Shrimp scampi is a favorite dish at many Italian restaurants but our version takes just 20 minutes to prepare, so it’s perfect for a weeknight dinner at home. Large shrimp are cooked with garlic and then served over linguine pasta with a buttery-wine sauce—it’s so good your family may think you ordered takeout!
- 1½ pounds fresh or frozen large shrimp in shells
- 6 ounces whole-wheat or plain linguine
- 1 tablespoon olive oil
- 3 cloves garlic, minced
- 2 tablespoons dry white wine or reduced-sodium chicken broth
- 1 tablespoon butter
- ⅛ teaspoon salt
- 1 tablespoon chopped fresh chives or parsley
- Thaw shrimp, if frozen. Peel and devein shrimp, leaving tails intact, if desired. Rinse shrimp; pat dry with paper towels.
- Cook linguine according to package directions.

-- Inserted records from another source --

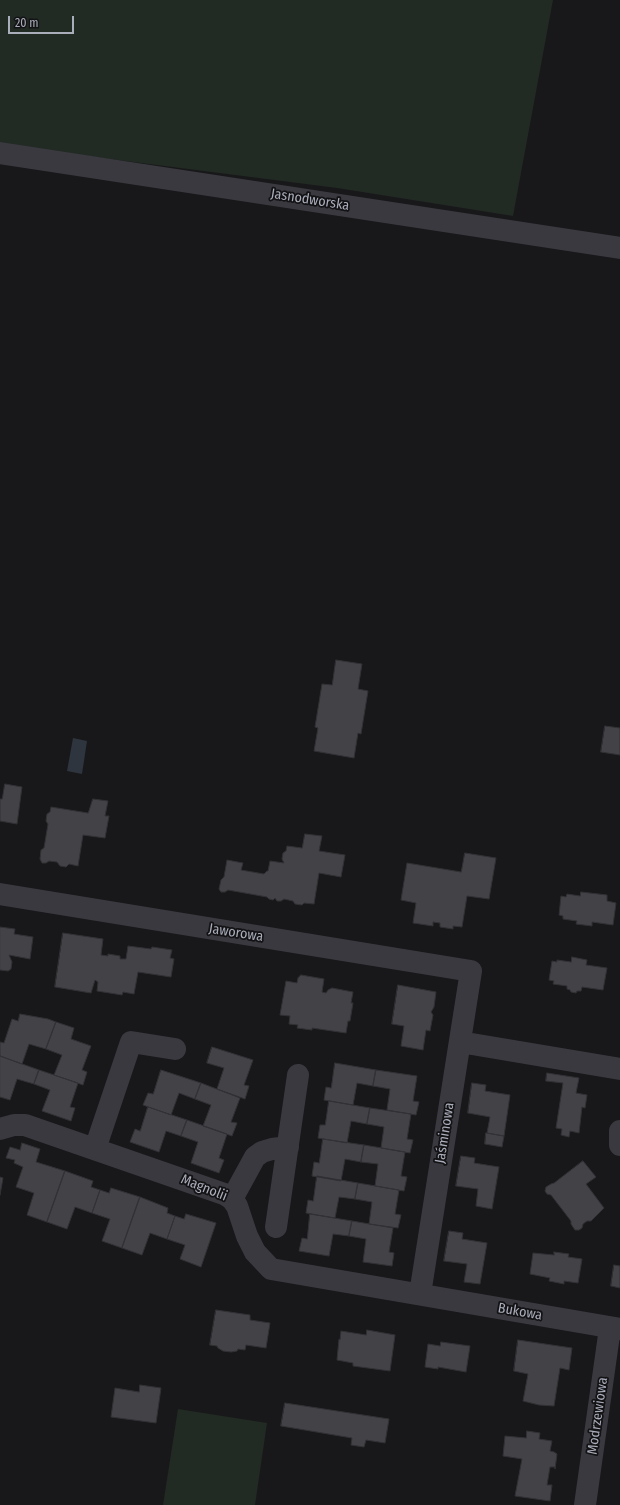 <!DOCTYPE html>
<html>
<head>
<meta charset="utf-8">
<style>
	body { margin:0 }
	#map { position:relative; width:620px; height:1505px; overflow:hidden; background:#18181a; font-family:"Fira Sans Condensed",sans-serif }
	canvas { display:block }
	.scale { position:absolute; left:8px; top:16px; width:66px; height:18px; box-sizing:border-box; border:2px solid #aaadba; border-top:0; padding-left:5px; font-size:12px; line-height:14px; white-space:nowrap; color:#aaadba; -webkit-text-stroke:3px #131315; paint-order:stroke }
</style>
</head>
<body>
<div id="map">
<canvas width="620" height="1505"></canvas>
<div class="scale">20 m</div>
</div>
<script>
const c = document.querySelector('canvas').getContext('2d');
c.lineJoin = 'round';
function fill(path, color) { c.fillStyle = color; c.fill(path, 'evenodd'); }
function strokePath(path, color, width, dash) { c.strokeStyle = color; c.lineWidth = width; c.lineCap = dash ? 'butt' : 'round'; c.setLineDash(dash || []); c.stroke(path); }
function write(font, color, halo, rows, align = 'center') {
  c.font = font + ' "Fira Sans Condensed",sans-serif'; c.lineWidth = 3.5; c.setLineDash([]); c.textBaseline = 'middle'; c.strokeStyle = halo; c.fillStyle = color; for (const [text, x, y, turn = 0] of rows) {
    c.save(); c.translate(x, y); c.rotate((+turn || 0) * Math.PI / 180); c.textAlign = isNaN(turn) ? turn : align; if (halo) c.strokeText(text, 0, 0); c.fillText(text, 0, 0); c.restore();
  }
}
const green = new Path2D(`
	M0 0H553L513 216 337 188 0 145Z
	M178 1409 267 1423 255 1505H163Z`);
const water = new Path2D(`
	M73 738 87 741 82 774 67 771Z`);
const building = new Path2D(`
	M336 660 362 664 358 689 368 691 361 734 358 733 354 758 314 751 318 728 315 727 322 684 332 685Z
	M605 726 620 728V755L601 752Z
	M5 784 22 787 17 824 0 821V799H2Z
	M93 799 108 801 105 816H109L105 838 83 835 78 866 69 864 66 867 60 866 57 862 49 861 46 863H42L40 859 41 850 44 848 48 824 46 821 47 814 50 812 51 807 88 813Z
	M305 834 322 836 319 851 345 855 341 877 319 873 314 904 304 903 302 905 295 904 293 901 284 899 281 901H277L275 898 273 900 269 899 267 897 228 890 225 892H221L219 889 221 880 224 877 227 860 243 863 241 870 264 874 267 871H268L270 861 284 863 282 859 283 853 286 851 287 846 302 848Z
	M465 853 496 858 489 899 467 896 462 927 453 926V929L440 927V923L433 922V926L413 923 416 903 401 900 407 863 461 872Z
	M581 892 607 895V901L616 903 613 925 592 922V926L576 924 577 921 563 919V916L559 915 561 896 566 897 567 894 580 896Z
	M0 927 15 929 14 934 33 937 30 959 9 955 12 962 11 969 8 971 0 970Z
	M63 933 103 939 101 955 108 956V954L120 956V959H126L128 946 151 949 152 947 172 950 170 958 174 959 171 977 138 972 134 994 123 992 122 995 97 991 98 982 95 980 91 993 55 987Z
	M572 957 587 960 586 965 607 968 603 990 582 987 581 991H577L576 993 571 992 570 990 567 989V986L553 984 554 981 549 980 552 961 557 962V960L571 962Z
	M301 975 324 979 322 992 326 993 328 990 332 988 353 992 351 1003H353L350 1021H348L346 1033 312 1028V1030L297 1028 298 1025 289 1024 290 1016 280 1015 286 981 297 983 298 978Z
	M398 985 436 992 434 1007 431 1012 433 1015 430 1031 426 1030 423 1050 401 1046 404 1026 392 1024Z
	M20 1014 48 1019 56 1022 46 1049 29 1044 22 1064 0 1056V1042L4 1043 12 1019 18 1021Z
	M56 1022 74 1028 71 1039 91 1046 82 1070 87 1072 83 1085 54 1075 62 1055 46 1049Z
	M212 1047 253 1060 244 1085 249 1086 245 1099 217 1089 224 1068 207 1063Z
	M0 1056 39 1070 34 1084 17 1079 10 1100 0 1097Z
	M335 1063 376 1070 373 1086 357 1083 353 1105 324 1100 326 1087 331 1088Z
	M39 1070 78 1083 70 1107 75 1108 71 1121 42 1111 50 1090 34 1084Z
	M161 1070 201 1083 195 1099 179 1093 171 1115 143 1105 148 1093 153 1094Z
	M376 1070 417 1076 413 1101 419 1102 416 1115 387 1110 390 1089 373 1086Z
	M547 1073 579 1078 576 1093 587 1095 585 1108 582 1107 579 1133 570 1131 569 1137 561 1135 562 1129 556 1128 563 1083 546 1081Z
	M201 1083 240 1098 231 1122 237 1123 232 1136 203 1126 211 1105 195 1099Z
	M472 1083 486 1085 485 1091 510 1095 504 1136 487 1133 490 1117 468 1113Z
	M329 1101 370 1108 367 1124 351 1121 347 1143 318 1138 320 1125H325Z
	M148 1107 187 1120 181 1136 166 1131 159 1152 130 1142 135 1129 140 1131Z
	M370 1108 411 1114 407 1139 413 1140 410 1153 381 1148 384 1127 367 1124Z
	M187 1120 227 1134 219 1158 224 1160 219 1173 191 1163 198 1142 181 1136Z
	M486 1133 504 1136 502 1147 485 1144Z
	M323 1139 364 1145 361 1162 345 1159 341 1181 312 1176 314 1162 319 1163Z
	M22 1143 40 1149 36 1162 65 1171 47 1222 27 1215 34 1193 16 1187 23 1167 14 1163 15 1160 6 1158 10 1147 20 1150Z
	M364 1145 405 1152 401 1176 407 1177 404 1191 375 1186 378 1164 361 1162Z
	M461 1156 475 1158 474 1163 499 1167 492 1209 476 1206 478 1189 456 1186Z
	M583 1161 596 1177 586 1184 604 1208 591 1221H587L583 1224 582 1228 579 1230H575L571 1224V1221L551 1195 547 1194 545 1191 546 1187 551 1184 554 1183Z
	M65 1171 93 1181 91 1187 100 1190 92 1213 75 1207 67 1229 47 1222Z
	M317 1176 358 1183 355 1199 339 1197 335 1218 306 1213 308 1200 313 1201Z
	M0 1177 3 1178 0 1195Z
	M358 1183 399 1190 395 1214 401 1215 398 1228 369 1224 372 1202 355 1199Z
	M111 1188 140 1197 122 1248 102 1241 110 1219 92 1213 100 1190 109 1193Z
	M140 1197 168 1208 167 1213 175 1216 167 1239 150 1233 142 1255 122 1248Z
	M186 1214 216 1223 201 1267 180 1259 185 1245 167 1239 175 1216 184 1219Z
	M310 1214 352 1221 349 1236 333 1234 329 1256 299 1251 302 1238 307 1239Z
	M352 1221 393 1228 389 1252 394 1253 392 1266 363 1262 366 1239 349 1236Z
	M449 1231 463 1233 462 1239 487 1243 480 1284 464 1282 467 1264 444 1261Z
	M554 1252 569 1254 568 1257 582 1259 578 1283 564 1281V1284L549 1281 550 1278 530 1274 533 1253 554 1255Z
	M614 1265 620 1266V1288L611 1286Z
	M216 1310 250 1315V1320L270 1323 266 1348 246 1345 245 1350 238 1349 237 1351 231 1352 223 1351 218 1348 217 1346 210 1345Z
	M367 1330 395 1335 390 1371 353 1366V1363L337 1360 339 1339 340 1340 341 1331 366 1335Z
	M518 1340 572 1348 569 1370 560 1368 554 1406 539 1405 523 1401 528 1374 514 1371Z
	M441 1342 470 1346 466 1372 438 1367V1369L425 1367 428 1344 440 1346Z
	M140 1385 161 1388 156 1423 111 1417 115 1388 139 1392Z
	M285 1403 389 1419 385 1443 366 1440 364 1447 351 1445 352 1438 281 1426Z
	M527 1431 540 1433 539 1439 552 1441 550 1451 554 1452 557 1454 555 1469V1467H550L547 1485H552L550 1501 515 1496 522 1459 503 1456 505 1436 526 1438Z`);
const minor = new Path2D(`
	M0 153 620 248
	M0 894 471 971 420 1294
	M460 1042 620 1069
	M0 1129 14 1125H25L224 1194 232 1199 237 1206 247 1236 255 1252 271 1269 620 1329
	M620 1131V1145
	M95 1149 131 1042 175 1049
	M232 1199 255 1157 262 1152 272 1149 288 1147
	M276 1227 298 1075
	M585 1505 610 1328`);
const streetNames = [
	["Jasnodworska",310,200,9],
	["Jaworowa",236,933,9],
	["Jaśminowa",445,1133,-81],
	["Magnolii",204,1188,22],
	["Bukowa",520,1312,10],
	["Modrzewiowa",598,1416,-82]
];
fill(green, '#222a24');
fill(water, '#2e353e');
fill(building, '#424247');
strokePath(building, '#323236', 1);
strokePath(minor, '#39393f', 22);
write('14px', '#aaadba', '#131315', streetNames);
</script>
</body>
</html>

Drain and keep warm.
- Meanwhile, heat oil in a 12-inch skillet over medium-high heat. Add garlic; cook and stir for 15 seconds. Add shrimp. Cook for 2 to 4 minutes or until shrimp turn opaque, stirring frequently. Transfer shrimp to a serving platter using a slotted spoon.
- Add wine, butter, and salt to the skillet. Cook and stir over medium heat to loosen any browned bits and to melt butter. Pour butter mixture over shrimp. Sprinkle with chives. Serve over linguine.